Selection Bias: When the sample is not representative of the population.
Step-by-Step Guidance
Consider where and how the students are being selected (outside the cafeteria at lunchtime).
Determine which sampling method this describes (random, stratified, cluster, or convenience).
Think about whether this method could introduce bias and what kind.
Try solving on your own before revealing the answer!
Q4. Visualizing Annual Rainfall Data
Background
Topic: Choosing Appropriate Graphs for Quantitative Data
This question tests your ability to select the most suitable graph for visualizing time series data (annual rainfall over 100 years).
Key Terms
Line Graph: Best for showing trends over time for quantitative data.
Bar Graph, Pie Chart, Scatterplot: Used for other types of data or relationships.
Step-by-Step Guidance
Identify the type of data (quantitative, measured over time).
Recall which graph type is best for visualizing trends in time series data.
Try solving on your own before revealing the answer!
Q5. Constructing a Frequency Distribution and Assessing Normality
Background
Topic: Frequency Distributions and Data Normality
This question asks you to organize data into a frequency distribution and consider whether the distribution appears normal.
Key Terms and Steps
Frequency Distribution: Table showing how data are distributed across intervals (classes).
Normal Distribution: Symmetrical, bell-shaped distribution.
Class Width: The difference between the lower limits of consecutive classes.
Step-by-Step Guidance
Start with the lowest value (45 kg) and create intervals of width 10 kg (e.g., 45–54, 55–64, etc.).
Count how many data points fall into each interval and fill out the frequency distribution.
Consider the shape of the distribution (is it symmetric, skewed, or unclear without a histogram?).
Try solving on your own before revealing the answer!
Q6. Interpreting Histograms: Delivery Times
Background
Topic: Histograms and Distribution Shapes
This question tests your ability to match a frequency distribution to its histogram and describe the distribution's shape (normal, uniform, skewed left, skewed right).





Key Terms
Normal Distribution: Symmetrical, bell-shaped.

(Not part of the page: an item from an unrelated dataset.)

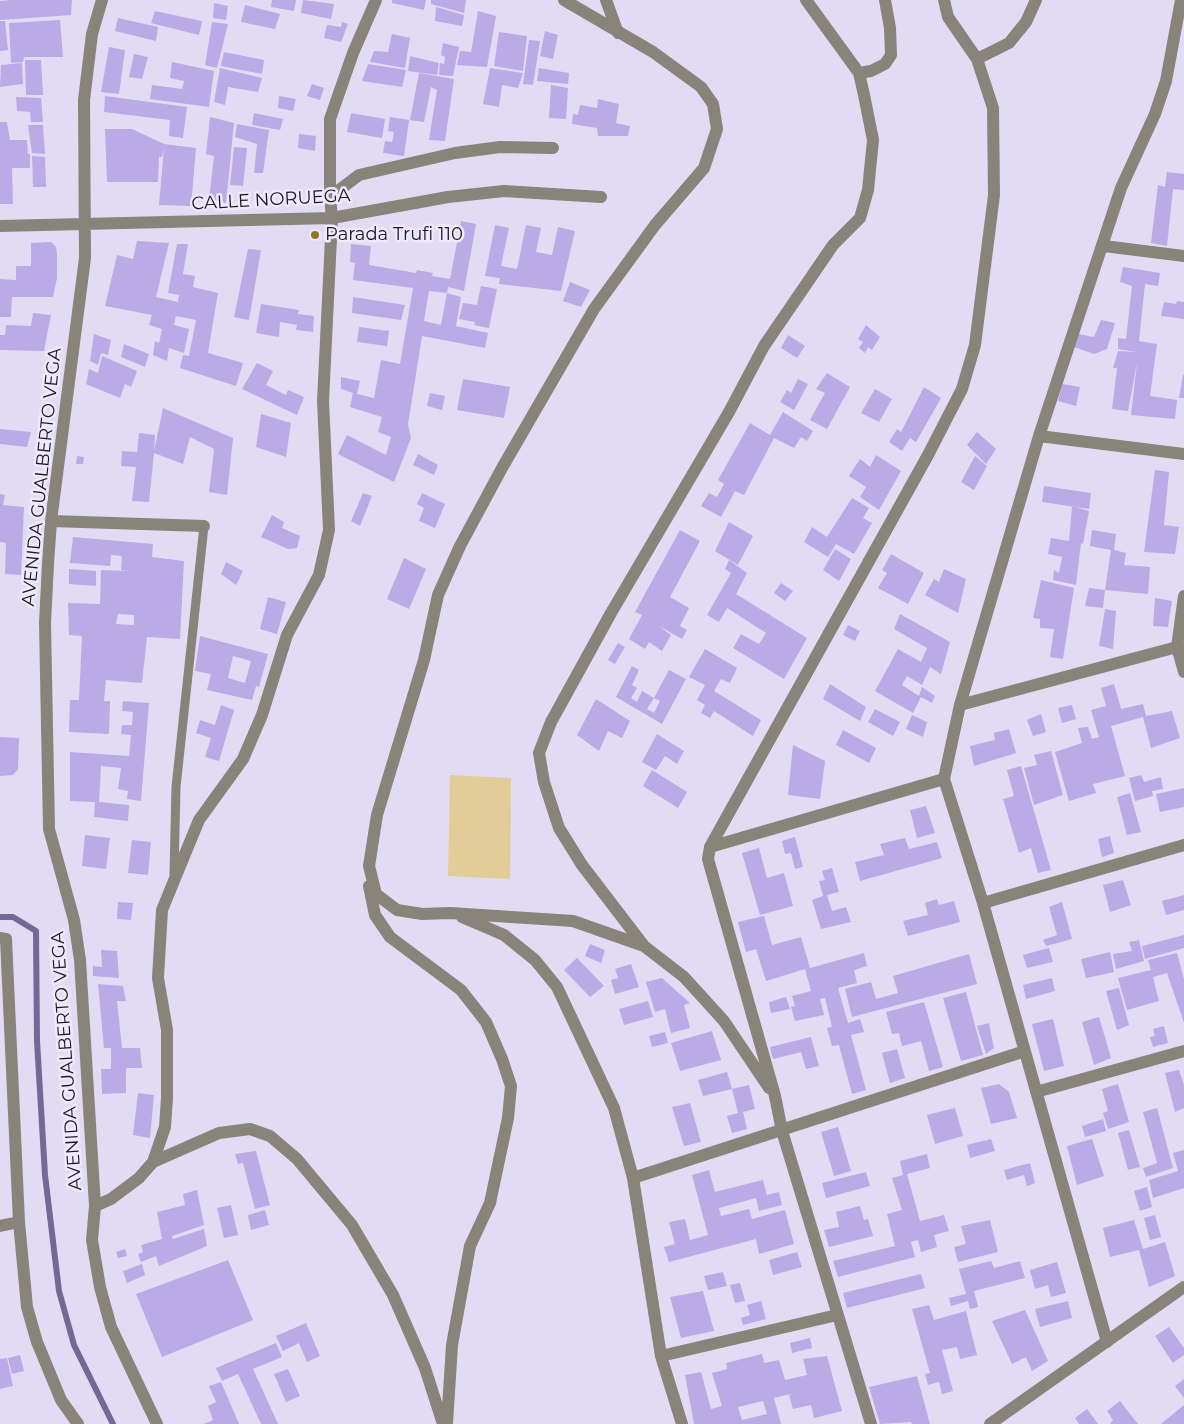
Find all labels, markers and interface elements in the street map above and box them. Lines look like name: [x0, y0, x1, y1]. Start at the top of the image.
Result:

Uniform Distribution: All bars are about the same height.
Skewed Right: Tail on the right side is longer.
Skewed Left: Tail on the left side is longer.
Step-by-Step Guidance
Compare the frequencies in the table to the heights of the bars in each histogram.
Identify which histogram matches the frequency distribution provided.

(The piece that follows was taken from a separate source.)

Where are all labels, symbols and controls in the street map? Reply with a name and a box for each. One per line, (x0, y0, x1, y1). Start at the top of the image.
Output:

Describe the shape of the distribution based on the histogram you selected.
Try solving on your own before revealing the answer!

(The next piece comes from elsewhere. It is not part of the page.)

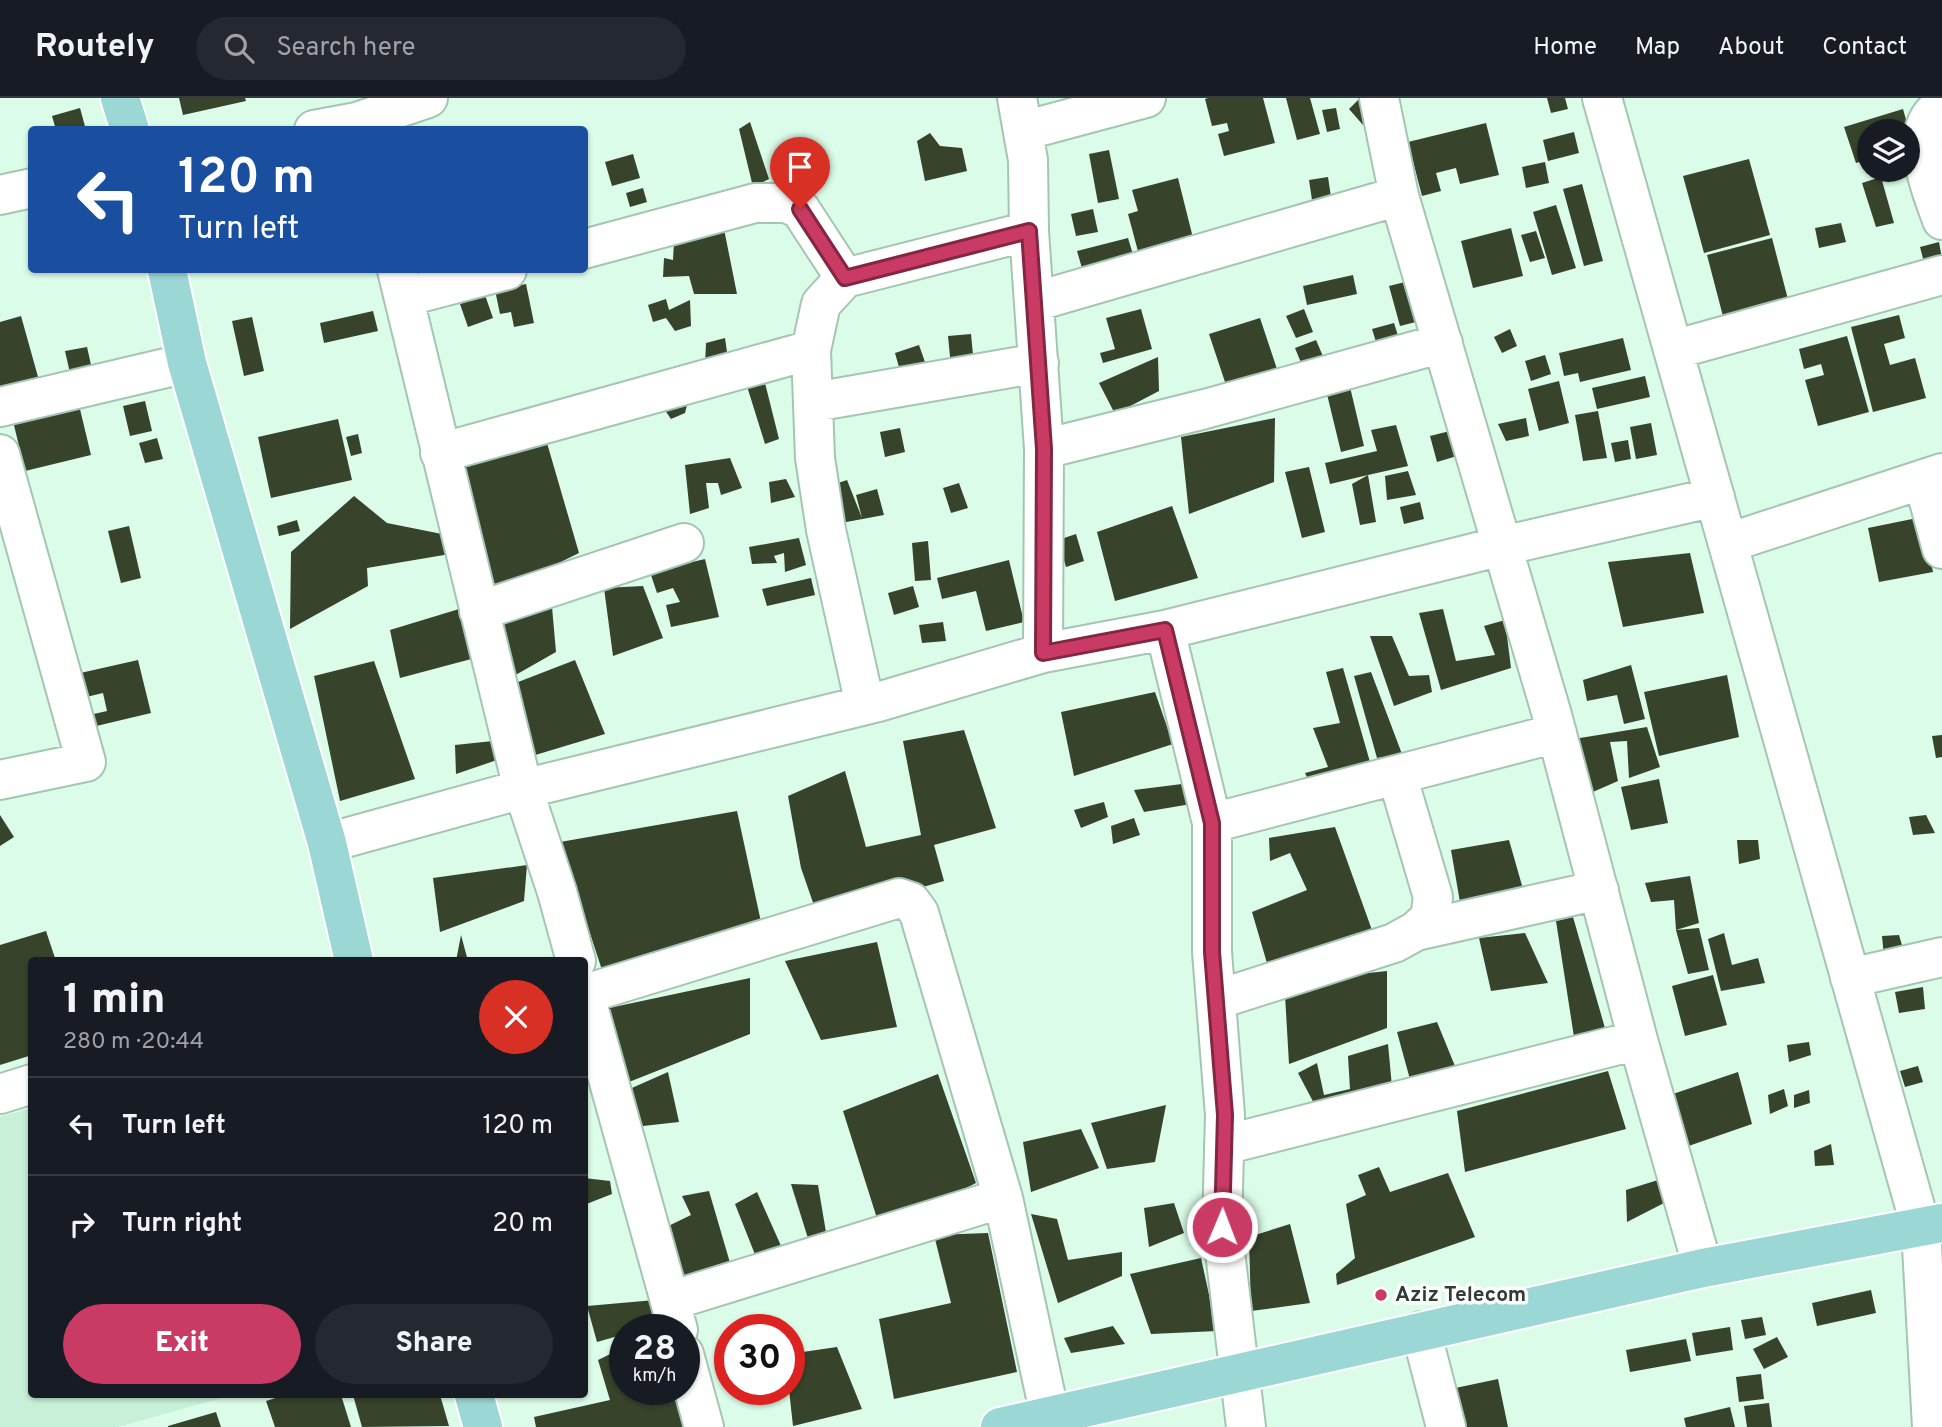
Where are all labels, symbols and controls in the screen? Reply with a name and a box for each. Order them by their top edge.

Q18. Interpreting Percentiles from an Ogive
Background
Topic: Percentiles and Ogives
This question asks you to interpret an ogive (cumulative frequency graph) to determine the score corresponding to a given percentile and to explain what that percentile means in context.

Key Terms
Percentile: The value below which a given percentage of observations fall.
Ogive: A graph that shows cumulative frequencies or percentiles.
Step-by-Step Guidance
Locate the percentile of interest on the y-axis of the ogive (e.g., 60th percentile).
Draw a horizontal line from the percentile to the curve, then drop a vertical line to the x-axis to find the corresponding score (number of goals).
Interpret what it means for a team to be at or below this percentile in terms of goals scored.
Try solving on your own before revealing the answer!
Q20. Interpreting Boxplots: Water Usage Fees
Background
Topic: Boxplots (Box-and-Whisker Plots) and Comparing Distributions
This question tests your ability to interpret boxplots to compare medians and variability across groups (here, neighborhoods).

Key Terms
Median: The line inside the box, representing the middle value.
Interquartile Range (IQR): The width of the box, showing the spread of the middle 50% of data.
Step-by-Step Guidance
Identify the median for each neighborhood by looking at the line inside each box.
Compare the medians to determine which neighborhood has the highest typical water usage fee.
Consider the spread and position of the boxes to support your conclusion.